↓↓↓

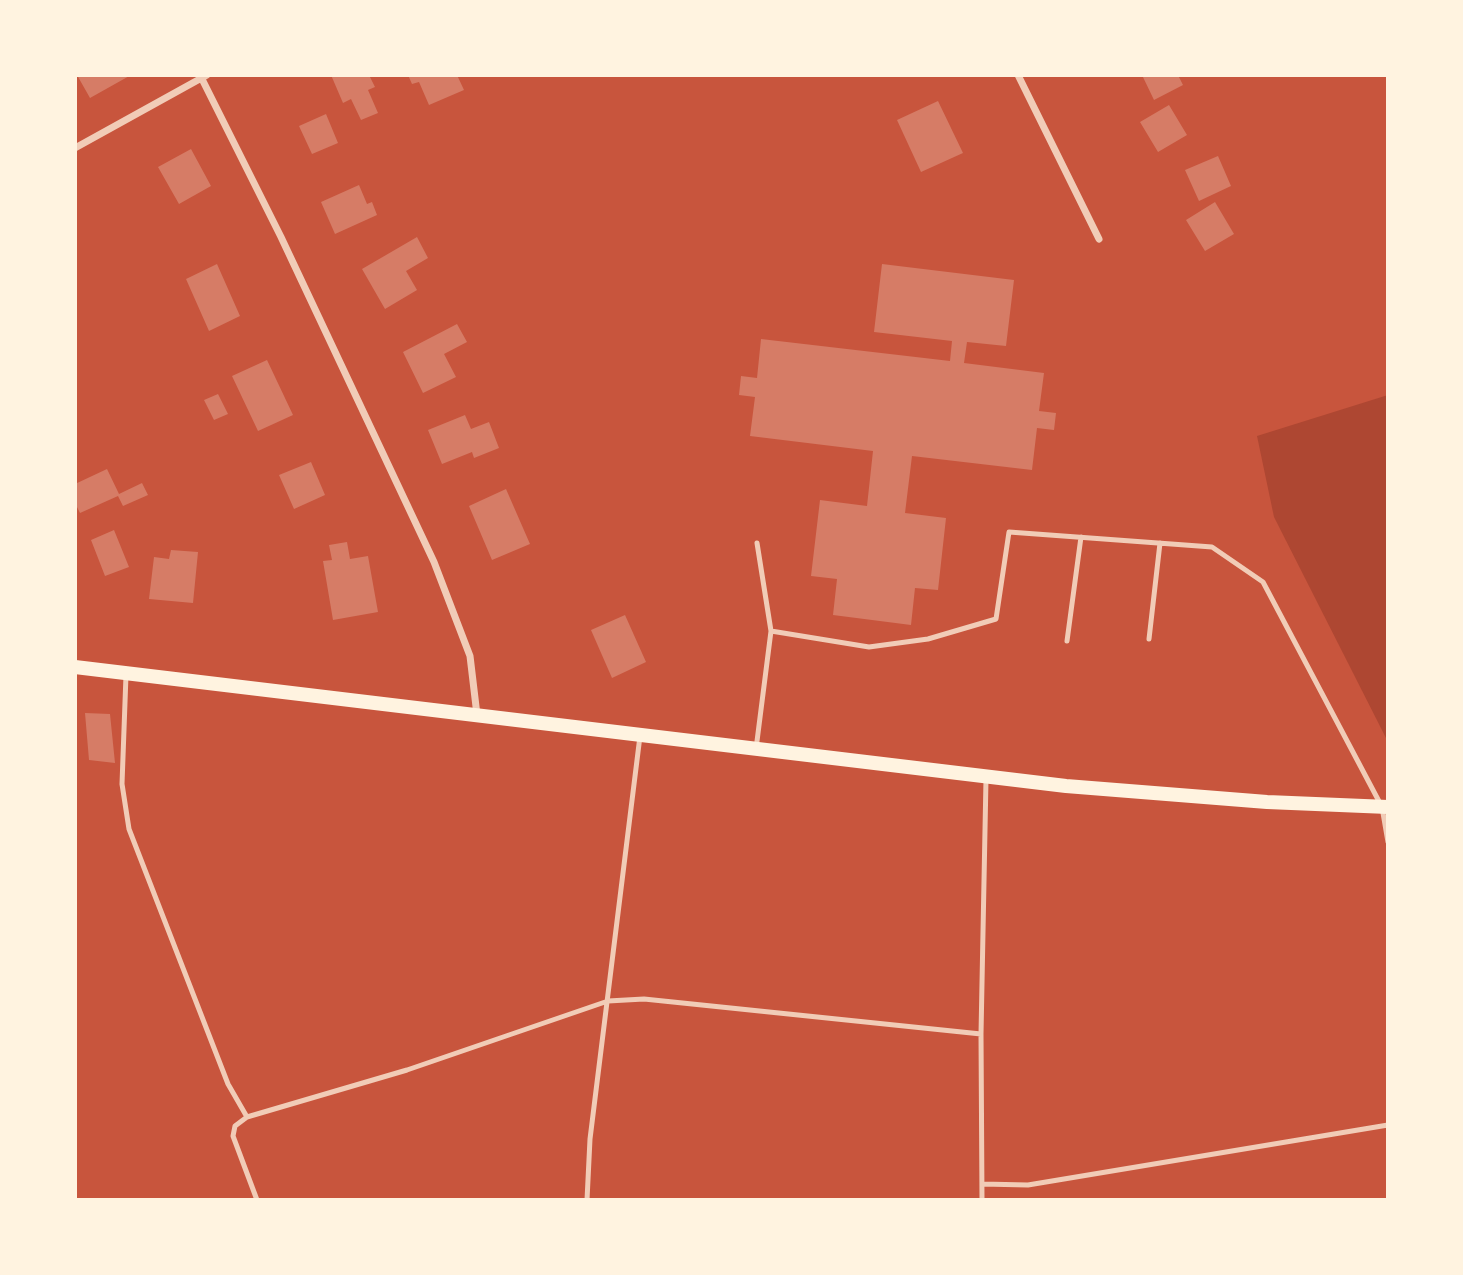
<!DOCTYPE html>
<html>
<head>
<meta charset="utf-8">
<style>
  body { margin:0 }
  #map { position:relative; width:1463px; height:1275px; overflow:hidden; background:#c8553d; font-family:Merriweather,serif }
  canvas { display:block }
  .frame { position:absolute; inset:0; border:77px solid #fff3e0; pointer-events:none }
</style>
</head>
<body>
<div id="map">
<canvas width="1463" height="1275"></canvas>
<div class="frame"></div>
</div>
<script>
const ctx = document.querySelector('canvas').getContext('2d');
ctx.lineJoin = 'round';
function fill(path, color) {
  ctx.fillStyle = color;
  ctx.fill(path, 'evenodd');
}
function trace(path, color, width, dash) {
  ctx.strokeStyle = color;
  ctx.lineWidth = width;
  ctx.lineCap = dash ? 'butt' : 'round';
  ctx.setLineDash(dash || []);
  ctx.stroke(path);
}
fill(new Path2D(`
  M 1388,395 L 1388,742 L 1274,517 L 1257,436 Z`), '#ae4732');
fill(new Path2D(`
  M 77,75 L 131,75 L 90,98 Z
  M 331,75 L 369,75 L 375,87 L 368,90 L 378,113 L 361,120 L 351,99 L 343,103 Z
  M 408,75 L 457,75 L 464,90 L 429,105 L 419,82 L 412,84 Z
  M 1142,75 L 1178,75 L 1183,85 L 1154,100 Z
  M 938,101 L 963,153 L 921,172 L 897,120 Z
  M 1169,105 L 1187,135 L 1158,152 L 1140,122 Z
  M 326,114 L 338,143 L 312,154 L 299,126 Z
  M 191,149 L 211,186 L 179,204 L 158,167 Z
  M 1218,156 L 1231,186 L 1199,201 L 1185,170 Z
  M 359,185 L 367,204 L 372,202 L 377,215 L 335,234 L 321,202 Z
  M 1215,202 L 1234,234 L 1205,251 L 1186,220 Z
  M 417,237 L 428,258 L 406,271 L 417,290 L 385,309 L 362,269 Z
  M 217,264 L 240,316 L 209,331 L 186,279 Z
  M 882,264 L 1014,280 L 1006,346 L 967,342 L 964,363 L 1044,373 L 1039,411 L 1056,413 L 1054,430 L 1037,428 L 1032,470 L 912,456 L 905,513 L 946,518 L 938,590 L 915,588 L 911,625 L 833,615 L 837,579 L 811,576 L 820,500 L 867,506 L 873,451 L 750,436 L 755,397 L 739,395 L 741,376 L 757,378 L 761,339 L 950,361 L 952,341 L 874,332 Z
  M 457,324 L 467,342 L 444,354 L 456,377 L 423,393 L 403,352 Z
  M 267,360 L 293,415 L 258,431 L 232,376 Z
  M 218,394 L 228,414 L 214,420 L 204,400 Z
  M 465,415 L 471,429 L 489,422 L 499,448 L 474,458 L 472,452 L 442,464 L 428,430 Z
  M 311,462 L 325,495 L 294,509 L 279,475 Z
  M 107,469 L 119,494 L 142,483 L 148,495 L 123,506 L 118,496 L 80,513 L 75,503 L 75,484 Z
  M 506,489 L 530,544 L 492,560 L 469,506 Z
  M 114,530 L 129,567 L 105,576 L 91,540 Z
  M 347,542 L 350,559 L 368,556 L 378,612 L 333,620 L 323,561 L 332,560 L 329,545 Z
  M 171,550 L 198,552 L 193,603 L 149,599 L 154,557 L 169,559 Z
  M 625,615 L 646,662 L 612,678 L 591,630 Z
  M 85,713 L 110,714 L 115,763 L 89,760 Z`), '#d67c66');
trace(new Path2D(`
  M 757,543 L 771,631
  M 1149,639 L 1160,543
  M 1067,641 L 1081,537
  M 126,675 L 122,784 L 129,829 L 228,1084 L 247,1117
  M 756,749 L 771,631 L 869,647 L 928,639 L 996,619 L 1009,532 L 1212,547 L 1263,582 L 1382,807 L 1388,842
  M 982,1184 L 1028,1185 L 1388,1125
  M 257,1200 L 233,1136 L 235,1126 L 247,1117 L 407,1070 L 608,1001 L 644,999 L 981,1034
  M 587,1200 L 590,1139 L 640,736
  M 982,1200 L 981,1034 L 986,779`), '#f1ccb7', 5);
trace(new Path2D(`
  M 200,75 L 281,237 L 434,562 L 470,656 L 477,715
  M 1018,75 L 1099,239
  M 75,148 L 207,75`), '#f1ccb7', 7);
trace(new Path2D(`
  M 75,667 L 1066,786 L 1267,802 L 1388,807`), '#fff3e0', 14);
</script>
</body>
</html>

↑↑↑
↓↓↓

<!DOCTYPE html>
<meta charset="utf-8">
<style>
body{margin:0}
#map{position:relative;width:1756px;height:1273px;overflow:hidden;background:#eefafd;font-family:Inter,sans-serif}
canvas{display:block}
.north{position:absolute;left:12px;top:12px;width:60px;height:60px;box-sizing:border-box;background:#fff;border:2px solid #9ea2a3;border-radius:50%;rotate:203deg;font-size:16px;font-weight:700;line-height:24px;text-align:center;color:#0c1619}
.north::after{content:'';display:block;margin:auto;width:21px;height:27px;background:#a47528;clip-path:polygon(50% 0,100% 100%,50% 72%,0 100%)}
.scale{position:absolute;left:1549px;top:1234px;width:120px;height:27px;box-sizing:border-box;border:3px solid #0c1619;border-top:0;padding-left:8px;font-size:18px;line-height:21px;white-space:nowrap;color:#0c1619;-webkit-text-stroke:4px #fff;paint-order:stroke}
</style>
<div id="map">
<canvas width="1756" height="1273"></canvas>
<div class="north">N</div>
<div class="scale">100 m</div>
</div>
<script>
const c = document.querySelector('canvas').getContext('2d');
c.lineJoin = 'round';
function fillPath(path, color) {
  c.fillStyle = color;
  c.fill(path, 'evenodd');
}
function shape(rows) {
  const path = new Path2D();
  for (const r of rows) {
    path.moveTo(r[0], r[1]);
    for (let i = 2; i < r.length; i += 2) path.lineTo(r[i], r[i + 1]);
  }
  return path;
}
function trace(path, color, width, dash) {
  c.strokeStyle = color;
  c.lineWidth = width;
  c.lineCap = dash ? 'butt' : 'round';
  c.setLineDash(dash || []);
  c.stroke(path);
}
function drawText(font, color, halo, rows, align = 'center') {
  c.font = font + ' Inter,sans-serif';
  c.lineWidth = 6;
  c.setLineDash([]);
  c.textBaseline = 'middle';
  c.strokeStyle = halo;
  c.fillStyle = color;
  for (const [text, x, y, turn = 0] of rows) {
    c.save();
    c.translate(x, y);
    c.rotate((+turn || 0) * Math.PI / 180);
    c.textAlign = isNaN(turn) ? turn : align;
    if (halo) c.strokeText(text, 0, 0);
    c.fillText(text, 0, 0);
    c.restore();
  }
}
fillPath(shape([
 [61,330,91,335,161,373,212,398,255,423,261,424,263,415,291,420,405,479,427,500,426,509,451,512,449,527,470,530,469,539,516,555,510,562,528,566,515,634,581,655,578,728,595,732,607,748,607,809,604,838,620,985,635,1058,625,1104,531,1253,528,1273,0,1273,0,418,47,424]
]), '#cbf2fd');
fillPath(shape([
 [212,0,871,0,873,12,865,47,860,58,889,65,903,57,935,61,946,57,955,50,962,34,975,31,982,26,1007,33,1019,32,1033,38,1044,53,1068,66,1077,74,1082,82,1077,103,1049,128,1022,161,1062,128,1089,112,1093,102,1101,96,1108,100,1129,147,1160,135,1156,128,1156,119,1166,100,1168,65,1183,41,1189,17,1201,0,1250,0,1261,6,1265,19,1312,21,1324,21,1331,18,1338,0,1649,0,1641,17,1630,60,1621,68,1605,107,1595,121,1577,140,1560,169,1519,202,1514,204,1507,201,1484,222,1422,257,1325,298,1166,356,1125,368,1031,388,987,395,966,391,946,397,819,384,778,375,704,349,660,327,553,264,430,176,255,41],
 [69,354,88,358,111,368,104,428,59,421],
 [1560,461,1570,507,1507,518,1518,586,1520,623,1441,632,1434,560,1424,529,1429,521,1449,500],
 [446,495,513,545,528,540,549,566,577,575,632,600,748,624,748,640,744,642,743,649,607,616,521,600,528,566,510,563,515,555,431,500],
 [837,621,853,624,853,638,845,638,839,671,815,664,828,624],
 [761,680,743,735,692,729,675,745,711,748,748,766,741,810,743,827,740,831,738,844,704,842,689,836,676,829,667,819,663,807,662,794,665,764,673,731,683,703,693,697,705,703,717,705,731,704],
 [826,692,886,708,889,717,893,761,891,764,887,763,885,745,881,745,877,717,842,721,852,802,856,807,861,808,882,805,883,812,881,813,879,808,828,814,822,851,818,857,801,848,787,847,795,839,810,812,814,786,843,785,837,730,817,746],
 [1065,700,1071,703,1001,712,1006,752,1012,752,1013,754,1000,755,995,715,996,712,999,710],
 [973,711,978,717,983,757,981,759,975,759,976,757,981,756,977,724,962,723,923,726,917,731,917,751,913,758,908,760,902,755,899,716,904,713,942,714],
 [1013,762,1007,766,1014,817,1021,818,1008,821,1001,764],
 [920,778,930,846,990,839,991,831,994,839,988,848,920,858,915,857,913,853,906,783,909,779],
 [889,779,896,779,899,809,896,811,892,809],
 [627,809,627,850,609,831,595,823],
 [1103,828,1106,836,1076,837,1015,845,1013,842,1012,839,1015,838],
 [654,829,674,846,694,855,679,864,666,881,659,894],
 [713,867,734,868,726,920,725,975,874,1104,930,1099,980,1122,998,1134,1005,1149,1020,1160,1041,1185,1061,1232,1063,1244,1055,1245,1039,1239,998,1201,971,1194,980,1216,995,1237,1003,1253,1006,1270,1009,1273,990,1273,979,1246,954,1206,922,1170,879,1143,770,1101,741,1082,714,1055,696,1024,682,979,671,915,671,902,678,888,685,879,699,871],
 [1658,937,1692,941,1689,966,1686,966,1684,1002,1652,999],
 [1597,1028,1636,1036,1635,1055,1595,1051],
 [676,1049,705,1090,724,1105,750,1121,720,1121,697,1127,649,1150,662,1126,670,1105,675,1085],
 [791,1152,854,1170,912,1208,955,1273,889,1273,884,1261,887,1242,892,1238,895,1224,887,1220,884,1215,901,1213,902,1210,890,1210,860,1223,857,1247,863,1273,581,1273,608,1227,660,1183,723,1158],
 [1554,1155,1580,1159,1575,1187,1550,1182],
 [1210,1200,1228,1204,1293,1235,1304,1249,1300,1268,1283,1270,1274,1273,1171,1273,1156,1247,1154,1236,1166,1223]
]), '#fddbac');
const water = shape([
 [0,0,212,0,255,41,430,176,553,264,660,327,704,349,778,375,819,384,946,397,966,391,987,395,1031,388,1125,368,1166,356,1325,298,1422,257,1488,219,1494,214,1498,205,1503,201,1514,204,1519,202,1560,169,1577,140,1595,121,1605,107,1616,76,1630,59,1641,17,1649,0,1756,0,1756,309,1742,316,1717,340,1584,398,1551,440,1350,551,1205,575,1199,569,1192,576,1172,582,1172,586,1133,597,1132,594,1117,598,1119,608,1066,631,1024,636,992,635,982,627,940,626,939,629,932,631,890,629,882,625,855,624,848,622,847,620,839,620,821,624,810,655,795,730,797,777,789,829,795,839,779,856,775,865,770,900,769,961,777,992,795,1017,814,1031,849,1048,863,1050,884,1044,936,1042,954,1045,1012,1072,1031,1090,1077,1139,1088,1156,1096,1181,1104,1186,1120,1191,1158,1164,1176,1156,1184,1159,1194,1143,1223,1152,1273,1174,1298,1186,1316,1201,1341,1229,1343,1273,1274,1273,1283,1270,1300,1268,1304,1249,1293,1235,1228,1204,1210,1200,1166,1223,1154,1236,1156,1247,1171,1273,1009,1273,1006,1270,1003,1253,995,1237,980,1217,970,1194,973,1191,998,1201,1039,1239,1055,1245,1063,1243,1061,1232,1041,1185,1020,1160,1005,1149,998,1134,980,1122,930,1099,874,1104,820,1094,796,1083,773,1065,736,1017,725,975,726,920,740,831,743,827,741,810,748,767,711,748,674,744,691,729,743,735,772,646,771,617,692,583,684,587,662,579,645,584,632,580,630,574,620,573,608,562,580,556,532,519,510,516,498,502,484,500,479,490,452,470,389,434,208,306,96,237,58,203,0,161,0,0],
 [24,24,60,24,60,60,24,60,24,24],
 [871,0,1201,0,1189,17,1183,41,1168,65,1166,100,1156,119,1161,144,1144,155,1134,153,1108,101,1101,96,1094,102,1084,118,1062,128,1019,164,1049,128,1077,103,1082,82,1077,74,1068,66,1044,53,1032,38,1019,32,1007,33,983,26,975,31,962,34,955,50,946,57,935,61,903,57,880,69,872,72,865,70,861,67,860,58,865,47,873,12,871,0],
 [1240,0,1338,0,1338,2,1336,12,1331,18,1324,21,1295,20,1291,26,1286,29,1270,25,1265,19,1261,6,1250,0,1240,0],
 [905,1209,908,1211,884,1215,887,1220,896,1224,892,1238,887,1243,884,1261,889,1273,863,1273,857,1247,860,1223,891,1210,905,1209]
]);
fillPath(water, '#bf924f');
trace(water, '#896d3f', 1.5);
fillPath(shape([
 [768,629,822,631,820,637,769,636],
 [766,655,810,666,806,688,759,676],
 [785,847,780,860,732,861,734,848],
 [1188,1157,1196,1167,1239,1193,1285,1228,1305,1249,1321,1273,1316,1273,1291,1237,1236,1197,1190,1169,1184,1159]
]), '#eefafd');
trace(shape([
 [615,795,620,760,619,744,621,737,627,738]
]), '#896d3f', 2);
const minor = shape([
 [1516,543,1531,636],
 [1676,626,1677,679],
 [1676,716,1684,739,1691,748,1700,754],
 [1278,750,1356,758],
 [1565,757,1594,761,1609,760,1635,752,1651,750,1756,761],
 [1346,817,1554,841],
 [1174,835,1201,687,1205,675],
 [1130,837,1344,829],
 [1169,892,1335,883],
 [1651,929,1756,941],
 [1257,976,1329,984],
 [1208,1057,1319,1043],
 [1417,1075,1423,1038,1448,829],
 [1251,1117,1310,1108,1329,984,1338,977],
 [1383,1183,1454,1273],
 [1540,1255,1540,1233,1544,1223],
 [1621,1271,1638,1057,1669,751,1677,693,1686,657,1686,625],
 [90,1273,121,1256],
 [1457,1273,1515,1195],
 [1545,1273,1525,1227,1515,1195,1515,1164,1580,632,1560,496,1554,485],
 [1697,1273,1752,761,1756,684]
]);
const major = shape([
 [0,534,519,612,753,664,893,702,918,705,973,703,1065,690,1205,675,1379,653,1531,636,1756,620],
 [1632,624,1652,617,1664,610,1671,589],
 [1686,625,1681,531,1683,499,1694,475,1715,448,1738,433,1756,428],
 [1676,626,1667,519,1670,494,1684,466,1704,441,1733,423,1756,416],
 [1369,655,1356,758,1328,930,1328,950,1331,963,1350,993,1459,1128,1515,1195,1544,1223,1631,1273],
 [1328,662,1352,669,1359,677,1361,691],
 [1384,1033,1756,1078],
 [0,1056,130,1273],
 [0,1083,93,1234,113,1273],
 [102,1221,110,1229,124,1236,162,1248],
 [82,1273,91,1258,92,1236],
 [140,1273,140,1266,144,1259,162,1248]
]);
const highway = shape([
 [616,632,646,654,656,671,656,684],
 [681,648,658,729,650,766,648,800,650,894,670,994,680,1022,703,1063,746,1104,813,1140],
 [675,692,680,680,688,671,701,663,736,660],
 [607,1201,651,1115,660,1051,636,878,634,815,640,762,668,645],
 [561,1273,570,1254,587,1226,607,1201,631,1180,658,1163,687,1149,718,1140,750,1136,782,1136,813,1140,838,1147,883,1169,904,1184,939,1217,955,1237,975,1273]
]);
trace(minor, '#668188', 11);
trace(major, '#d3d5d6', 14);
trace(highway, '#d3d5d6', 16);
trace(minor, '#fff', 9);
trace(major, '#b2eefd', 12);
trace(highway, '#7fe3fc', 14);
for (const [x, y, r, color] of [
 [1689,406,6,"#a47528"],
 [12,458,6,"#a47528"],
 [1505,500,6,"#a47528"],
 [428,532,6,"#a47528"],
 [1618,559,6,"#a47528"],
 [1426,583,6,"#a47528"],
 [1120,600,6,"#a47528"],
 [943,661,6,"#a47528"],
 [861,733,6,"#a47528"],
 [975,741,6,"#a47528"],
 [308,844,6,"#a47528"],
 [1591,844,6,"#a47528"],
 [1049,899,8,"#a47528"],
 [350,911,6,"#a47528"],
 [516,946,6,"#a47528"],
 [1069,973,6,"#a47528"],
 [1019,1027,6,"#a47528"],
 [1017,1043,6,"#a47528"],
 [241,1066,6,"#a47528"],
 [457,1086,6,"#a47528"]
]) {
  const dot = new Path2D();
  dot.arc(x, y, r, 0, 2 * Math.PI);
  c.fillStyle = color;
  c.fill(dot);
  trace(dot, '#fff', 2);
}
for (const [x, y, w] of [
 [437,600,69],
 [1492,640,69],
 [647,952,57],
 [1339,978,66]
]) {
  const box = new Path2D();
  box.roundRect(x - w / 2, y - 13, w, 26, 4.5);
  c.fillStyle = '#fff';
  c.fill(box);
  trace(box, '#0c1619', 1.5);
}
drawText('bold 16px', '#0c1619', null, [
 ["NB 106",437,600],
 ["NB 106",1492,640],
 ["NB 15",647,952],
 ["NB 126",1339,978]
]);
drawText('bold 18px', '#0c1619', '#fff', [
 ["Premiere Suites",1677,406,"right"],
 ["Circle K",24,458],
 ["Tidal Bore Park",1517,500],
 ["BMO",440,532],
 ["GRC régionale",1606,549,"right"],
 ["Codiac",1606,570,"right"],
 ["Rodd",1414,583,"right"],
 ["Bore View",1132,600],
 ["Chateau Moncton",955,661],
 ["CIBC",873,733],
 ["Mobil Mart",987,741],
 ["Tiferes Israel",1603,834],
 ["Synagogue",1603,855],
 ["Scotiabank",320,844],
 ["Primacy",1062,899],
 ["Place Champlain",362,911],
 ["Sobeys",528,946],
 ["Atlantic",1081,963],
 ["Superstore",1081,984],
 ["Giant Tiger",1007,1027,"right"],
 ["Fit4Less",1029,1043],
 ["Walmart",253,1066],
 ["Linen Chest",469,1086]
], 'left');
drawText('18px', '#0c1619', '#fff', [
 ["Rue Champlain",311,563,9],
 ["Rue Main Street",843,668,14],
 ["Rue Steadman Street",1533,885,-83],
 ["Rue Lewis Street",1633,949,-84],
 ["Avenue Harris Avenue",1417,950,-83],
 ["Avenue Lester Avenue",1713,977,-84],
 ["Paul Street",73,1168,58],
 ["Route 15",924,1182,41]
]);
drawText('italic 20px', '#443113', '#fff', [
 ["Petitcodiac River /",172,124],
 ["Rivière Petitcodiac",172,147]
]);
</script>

↑↑↑

## [Assignment]
The expected output is every line of the records in which the string "align" appears.

## [Answer to this task]
.north{position:absolute;left:12px;top:12px;width:60px;height:60px;box-sizing:border-box;background:#fff;border:2px solid #9ea2a3;border-radius:50%;rotate:203deg;font-size:16px;font-weight:700;line-height:24px;text-align:center;color:#0c1619}
function drawText(font, color, halo, rows, align = 'center') {
    c.textAlign = isNaN(turn) ? turn : align;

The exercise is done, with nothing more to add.